One of those who availed of free health tests gets advice. Those who showed abnormal readings of protein, blood glucose, pH, and ascetic acid have reportedly been put on a “watchlist” for further monitoring and education.

By Daisy CL Mandap

Labor Attache Jalilo dela Torre has called on the Hong Kong government to require medical checkups for migrant workers who get signed up for new contracts by local employers.

The call comes in the wake of what Labatt dela Torre calls as the “scary” results from Project HealthWise, the free basic medical checkup for overseas Filipino workers which he introduced in early November in response to a worrying spike in the number of Filipino migrant workers contracting cancer or other serious ailments while at work in Hong Kong.

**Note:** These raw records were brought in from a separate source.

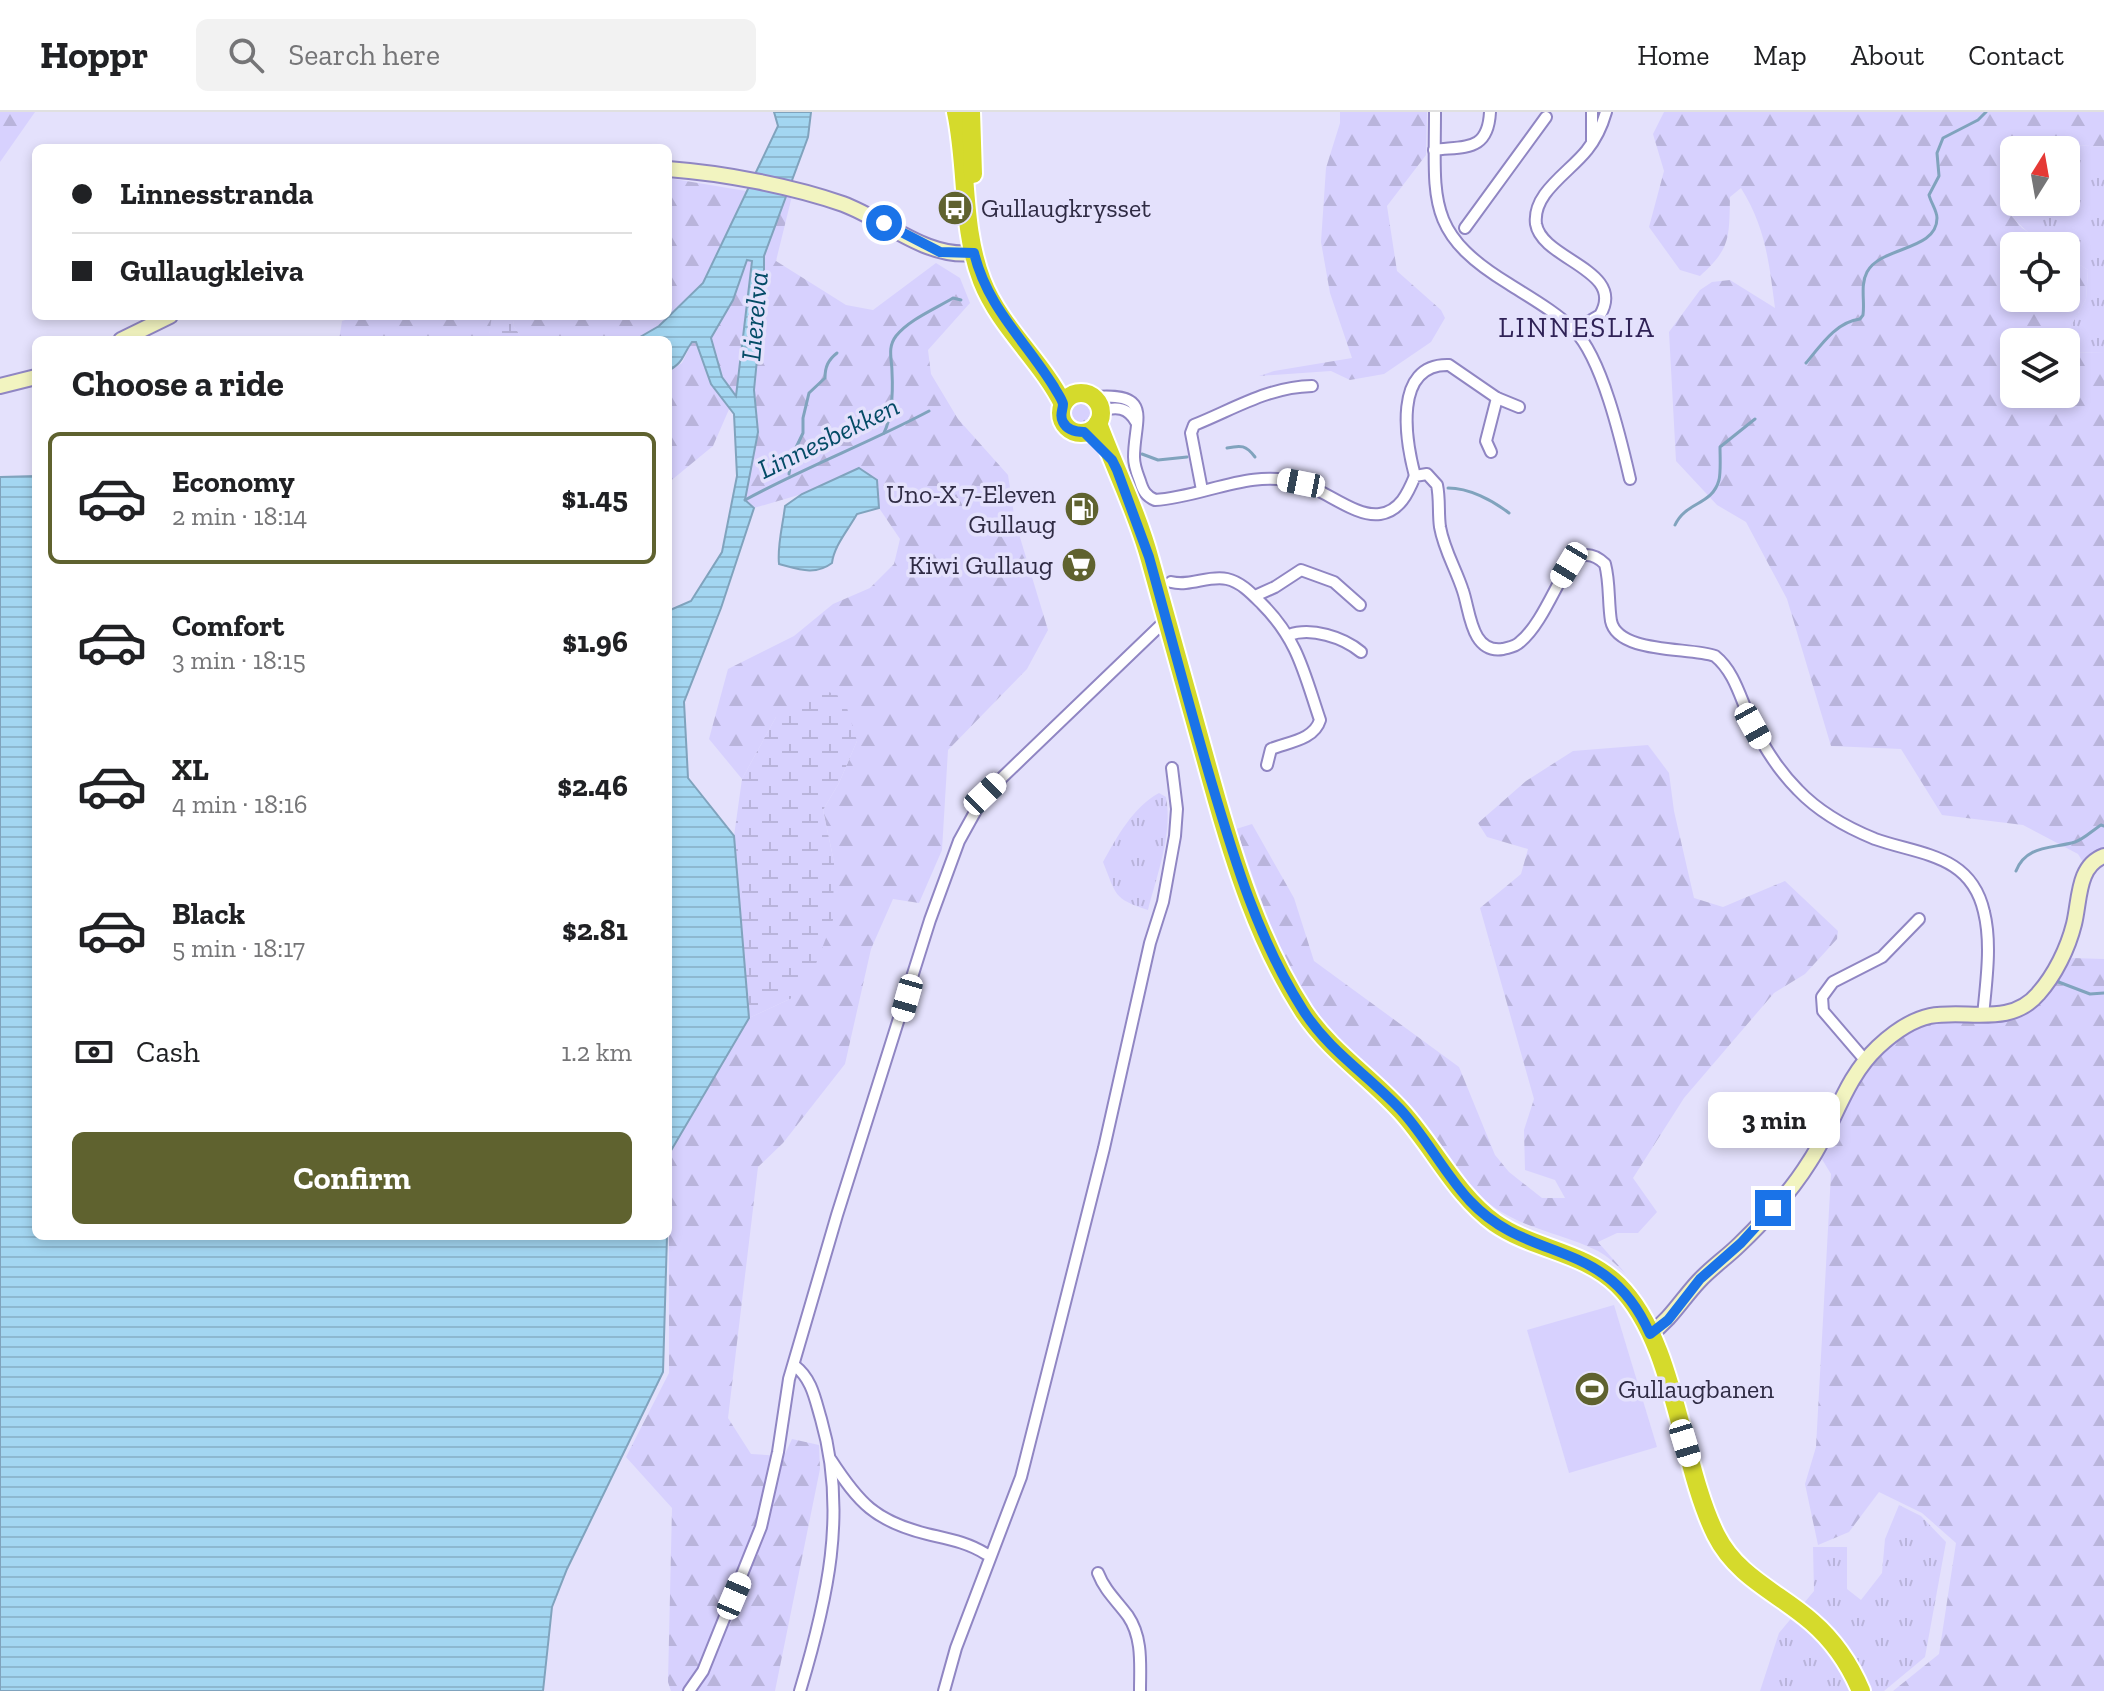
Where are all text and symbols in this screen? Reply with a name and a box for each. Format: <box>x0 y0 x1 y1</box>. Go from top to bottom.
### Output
search box <box>196 19 756 91</box>
text: Hoppr <box>40 32 148 78</box>
icon: search <box>224 33 268 77</box>
text: Search here <box>288 37 440 73</box>
text: Home <box>1637 39 1709 72</box>
text: Map <box>1753 39 1807 72</box>
text: About <box>1851 39 1924 72</box>
text: Contact <box>1968 39 2064 72</box>
north arrow <box>2000 136 2080 216</box>
map controls <box>2000 136 2080 408</box>
text: Linnesstranda <box>120 176 314 212</box>
bus stop icon: Gullaugkrysset <box>936 189 974 227</box>
place label: Gullaugkrysset <box>981 192 1151 224</box>
route start <box>866 205 902 241</box>
button: locate <box>2000 232 2080 312</box>
text: Gullaugkleiva <box>120 253 304 289</box>
water label: Lierelva <box>734 270 775 362</box>
district label: LINNESLIA <box>1498 311 1656 344</box>
button: layers <box>2000 328 2080 408</box>
text: Choose a ride <box>72 362 284 405</box>
water label: Linnesbekken <box>752 389 904 486</box>
icon: car <box>76 462 148 534</box>
text: Economy <box>172 464 295 500</box>
car <box>1275 467 1327 499</box>
place label: Uno-X 7-Eleven Gullaug <box>886 478 1056 540</box>
text: $1.45 <box>562 480 628 516</box>
fuel station icon: Uno-X 7-Eleven Gullaug <box>1063 490 1101 528</box>
text: 2 min · 18:14 <box>172 500 307 532</box>
car <box>1546 538 1592 592</box>
supermarket icon: Kiwi Gullaug <box>1060 546 1098 584</box>
place label: Kiwi Gullaug <box>908 549 1053 581</box>
icon: car <box>76 606 148 678</box>
text: Comfort <box>172 608 284 644</box>
text: $1.96 <box>562 624 628 660</box>
text: 3 min · 18:15 <box>172 644 306 676</box>
car <box>1731 699 1775 753</box>
icon: car <box>76 750 148 822</box>
text: XL <box>172 752 209 788</box>
text: $2.46 <box>557 768 628 804</box>
car <box>959 769 1011 819</box>
text: 4 min · 18:16 <box>172 788 308 820</box>
icon: car <box>76 894 148 966</box>
text: Black <box>172 896 245 932</box>
text: $2.81 <box>562 912 628 948</box>
text: 5 min · 18:17 <box>172 932 305 964</box>
car <box>889 972 925 1024</box>
icon: cash <box>72 1030 116 1074</box>
text: Cash <box>136 1034 200 1070</box>
text: 1.2 km <box>561 1036 632 1068</box>
callout: 3 min <box>1707 1092 1839 1148</box>
text: 3 min <box>1742 1104 1806 1136</box>
button: Confirm <box>72 1132 632 1224</box>
route end <box>1755 1190 1791 1226</box>
sports icon: Gullaugbanen <box>1573 1370 1611 1408</box>
place label: Gullaugbanen <box>1618 1373 1774 1405</box>
car <box>1667 1417 1703 1469</box>
car <box>714 1569 754 1623</box>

De la Torre revealed that statistics compiled by his office show that of the 1,441 Filipino migrants who underwent blood glucose testing, 14% were found to be pre-diabetic, while 7.63% were confirmed diabetics. This, he said was higher than the Philippine prevalence rate among adults of 6.2%.

“On the other hand, out of the 1,645 who underwent blood pressure measurement, 11.24% had elevated blood pressure levels, 17% were hypertensive and 2.5% had critical blood pressure levels, who were advised to immediately seek treatment or proceed to the hospital,”  he said.



Those who showed abnormal readings of protein, blood glucose, pH, and ascetic acid have reportedly been put on a “watchlist” for further monitoring and education.

On top of this initiative, Labatt dela Torre would like the Hong Kong government to make medical check-up a requirement for all migrants about to take up domestic employment here, whether as first-timers,  returning workers, or re-contracts.



However, he said there is no concrete plan yet on how this could be enforced, or who should bear the cost, or whether it will be on a per-contract of per-two –year basis. “We are still pushing this agenda to the Hong Kong government,” he said.

While the long-term effects of a periodic health examination for migrant workers could benefit both the employer and the worker in the long run, the mechanics of enforcing such a plan could be problematic. The standard employment contract for foreign domestic helpers might have to be revised again, less than two years after it was amended to include a ban on dangerous window cleaning by workers.  Or, a law could be passed to make this happen, but this could take an even longer time.



Still, the idea is not so far-fetched, as the Singapore government has been enforcing such a rule for its imported labor for years. Also, the need to get migrant workers in Hong Kong tested for possible health issues seem greater now than ever before.

Welfare officer Virsie Tamayao noted in an earlier interview that the number of Filipino domestic workers getting sick here of cancer appears to be on the rise, and that they appear to be more concentrated in Hong Kong than in more stress-filled destinations like the Middle East,  where she used to be posted.



In many of the cases, the disease was diagnosed at a late stage, making it more difficult to treat.

This was the phenomenon that prompted Labatt dela Torre to come up with Project HealthWise.

“Most of the time, it is preventable,” he said in an interview ahead of the project launch.. “That’s why it is important that our workers get regular check-ups so they can avoid getting sick.”



All bona fide OFWs can avail of the free health checks daily except Friday at the Polo offices on the 18th floor of Mass Mutual Tower at 33 Lockhart Road, Wanchai.

The check-ups offered consist of vital signs, blood glucose, urine, uric acid, HIV, syphilis, and hepatitis checks. Volunteer nurses also provide breast self-examination tips.